It is ironic that this exists in an era in which the Socratic method is dead and the average student is guaranteed a B+ average. In fact, at a recent retreat with faculty and alums the alums seemed generally surprised that teaching styles had made a 180 degree turn from what they were used to. My perception was that they felt it was a bad idea.

So, what is going on here in a era in which at least on a formal level things would seem to be the best ever for students but, in fact, they may very well be the worst.

I do not know but I think any explanation that focuses only on UF is too narrow. There is something bigger going on here. My own theory, upon which I hope no one will place any reliance, is that it starts with the late 60s, the generation that came of age then or shortly thereafter, a culture of over-affirmation, the pervasive sense of entitlement, and the lessons many of us influenced by that generation have taught our children. It may be a sign of an experiment that did not work

Tuesday, April 12, 2011

The NCAA and Law Schools

One of my students alerted me to this NYTimes article which I had missed. It reminded me of a blog I posted some time ago about the exploitation of college football players and the cross subsidization of other sports played by predominantly white and middle class students. I wondered where all the liberal outrage was. There is none. The NCAA can get away with this in large part due to a Supreme Court opinion which, without needing to in the context of the issue at hand, exempted colleges when it comes to the exploitation of mainly minority and lower income students who happen to be good at football.

I cannot help but see in Law School externship programs some of the same factors. Under these programs, students pay law schools tuition and in turn the Law Schools allow the students to work for no income during the summer in order to earn credit. Or more crassly, schools charge students for the right to work for free. The exploitation issue is not as severe as in the football case. A student with little income or no income cannot be farmed out and must get a paying, no credit, job.

Like football, it's a huge money maker where the institution profits from the labor of others. Some schools, like mine, have even even created incentives by paying faculty on the basis of how many externships they can stack up. These are faculty who evidently were already fully occupied with full time jobs and being paid a salary.
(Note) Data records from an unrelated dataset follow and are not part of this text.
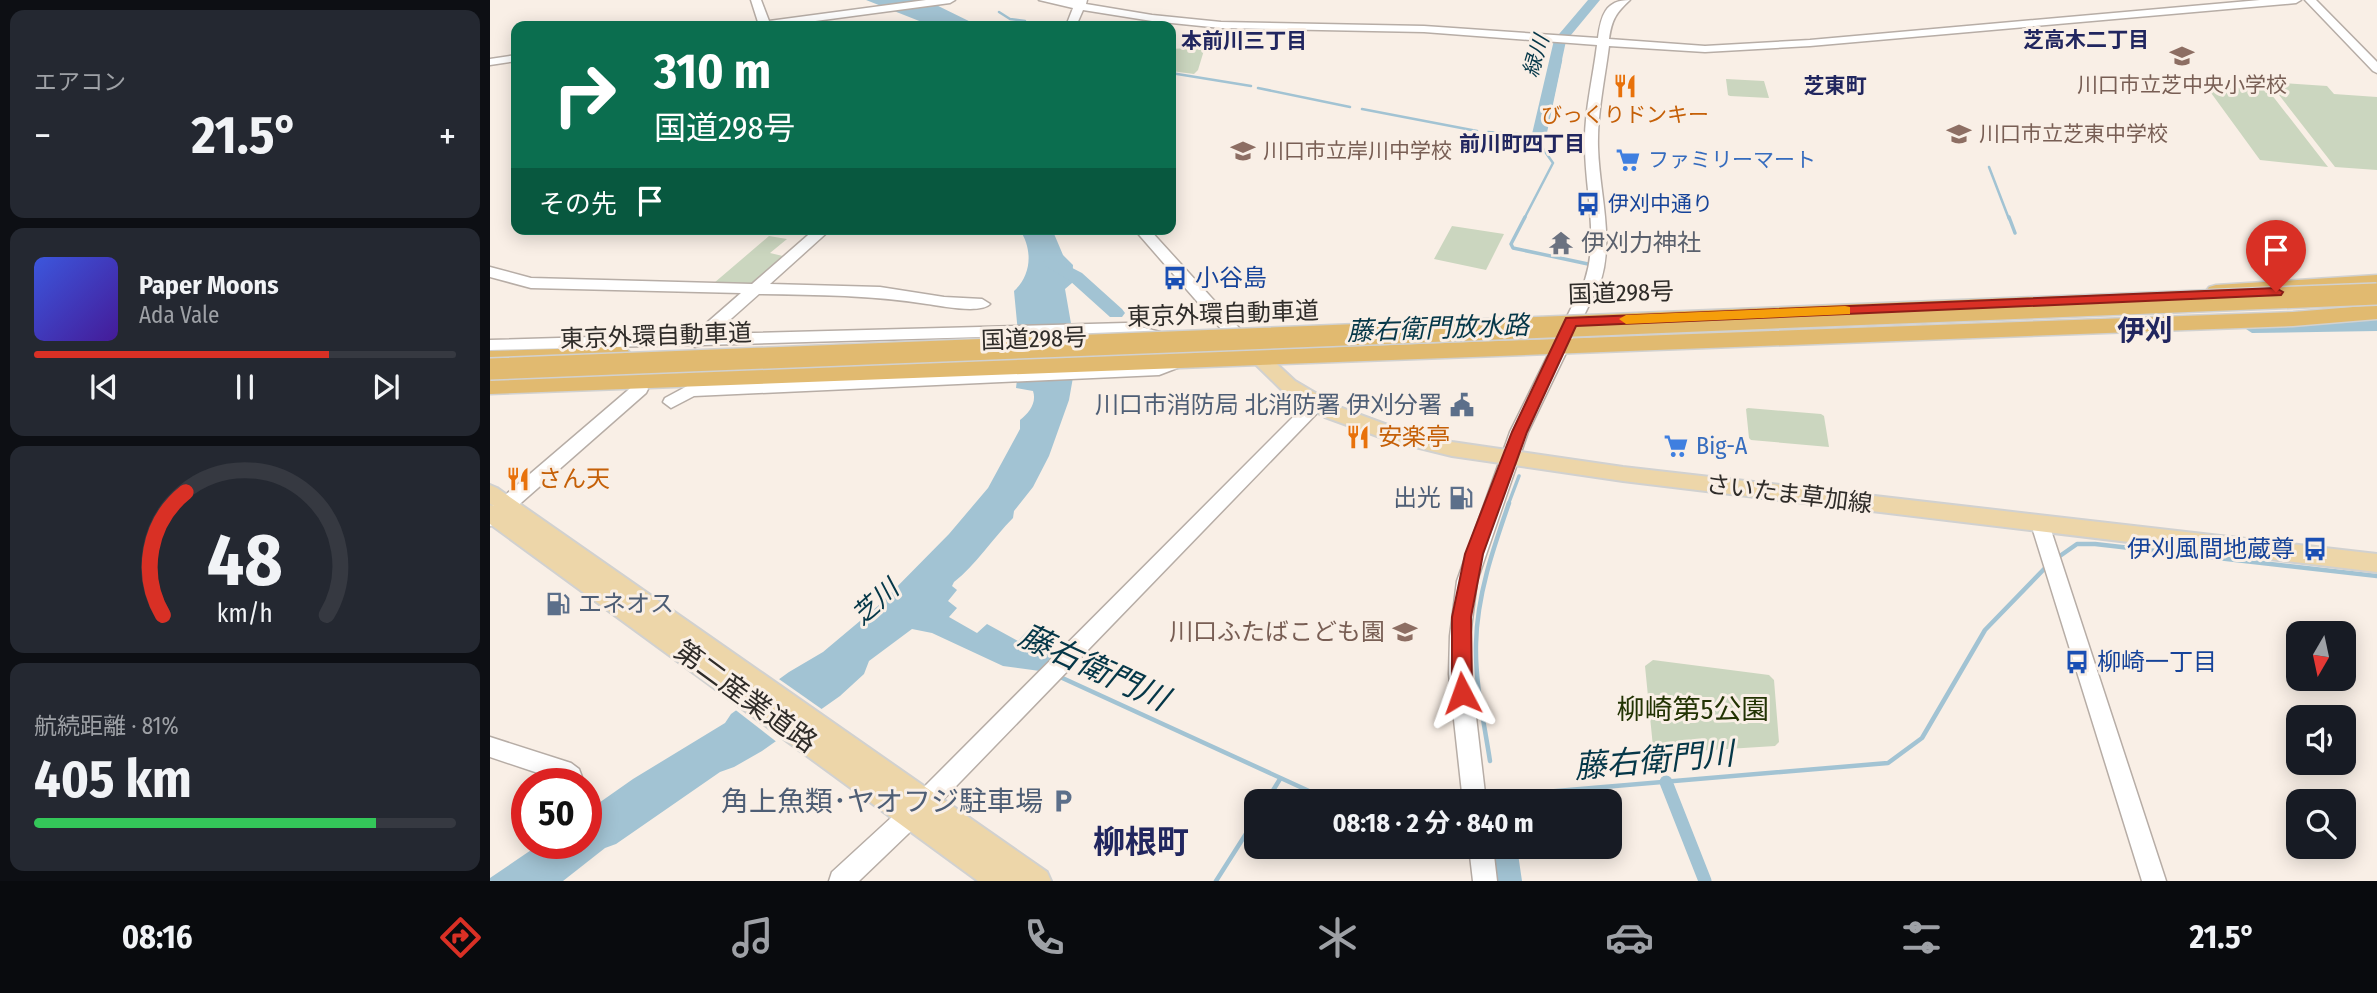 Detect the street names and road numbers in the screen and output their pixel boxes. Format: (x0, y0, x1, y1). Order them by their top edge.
street label: 国道298号 (1567, 277, 1675, 309)
street label: 東京外環自動車道 (1127, 297, 1319, 331)
street label: 東京外環自動車道 (560, 319, 752, 353)
street label: 国道298号 (980, 323, 1088, 355)
street label: さいたま草加線 (1704, 470, 1874, 518)
street label: 第二産業道路 (668, 634, 823, 759) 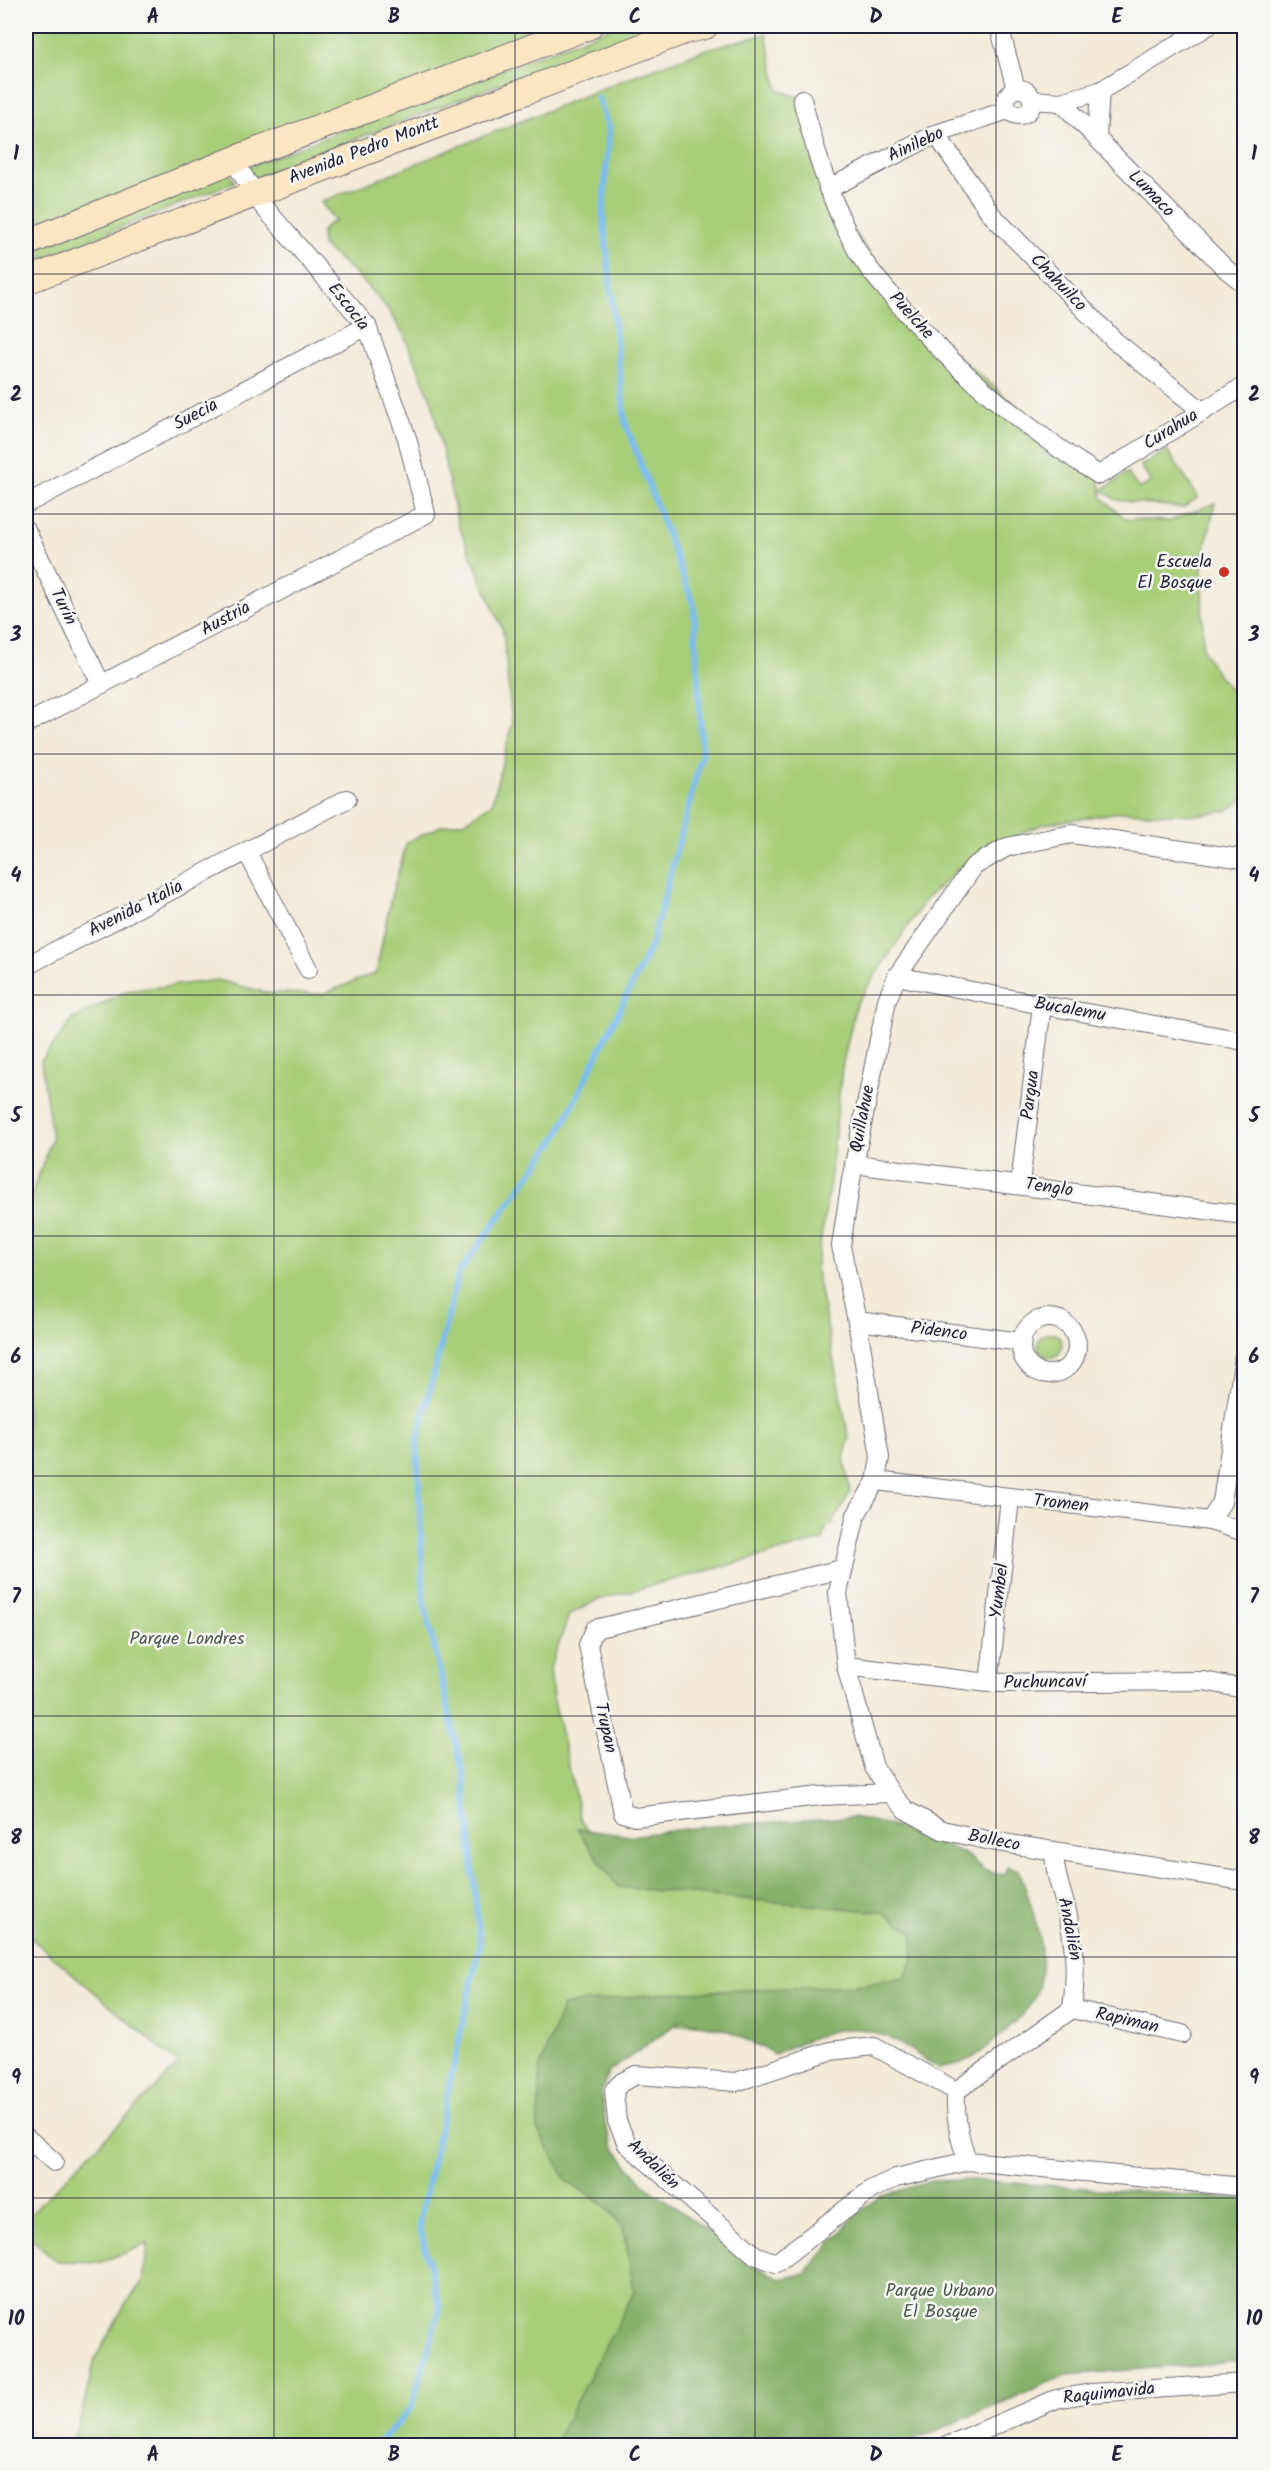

So, what are they not doing now that they were doing?

According the the US Labor department, to avoid falling under the Fair Labor Standards Act and, thus being afforded the protections for other workers, "The employer and the intern understand that the intern is not entitled to wages for the time spent in the internship." What I could not find is the part of the process that says to earn credit students must not be paid. Luckily, a colleague helped me out here. It is evidently found in an interpretation of 305-3 of the

ABA Standards for Approval of Law Schools.

Interpretation 305-3

A law school may not grant credit to a student for participation in a field placement program for

which the student receives compensation. This interpretation does not preclude reimbursement

of reasonable out-of-pocket expenses related to the field placement.

So, let's see, attorneys and law schools agree that students cannot be paid if they are to receive credit. As far as the Law Schools are concerned does his amount to a horizontal agreement? Surely one way to compete would be to say to externs that they are permitted to be paid. And, is there a class of past externs who had no choice but to pay for credits and work for nothing because law schools agree to award credits only if the salaries are fixed at zero? This is all fanciful, I suppose, but isn't it interesting how those in charge of the law don't seem to stick to its spirit.

Wednesday, April 6, 2011

WTF: Welcome to the World of Won't

Sorry if the letters offend you but it really is the phrase running around in my head when I think of this: One of my first jobs was a laborer. Unionized but still low pay. Florida sun, 8 hours often in the mud and so tired at the end of the day it was a beer and bed. The only disagreements were between the foreman and the union steward over how many cinder blocks I should carry at a time. I kept my mouth shut and needed the job. Just like being a law professor, I knew if the truth were out, a zillion of people could do what I did. I did not say when I would come to work, how long I would stay, what I would do, when I would do it. I just did it every day to get a check.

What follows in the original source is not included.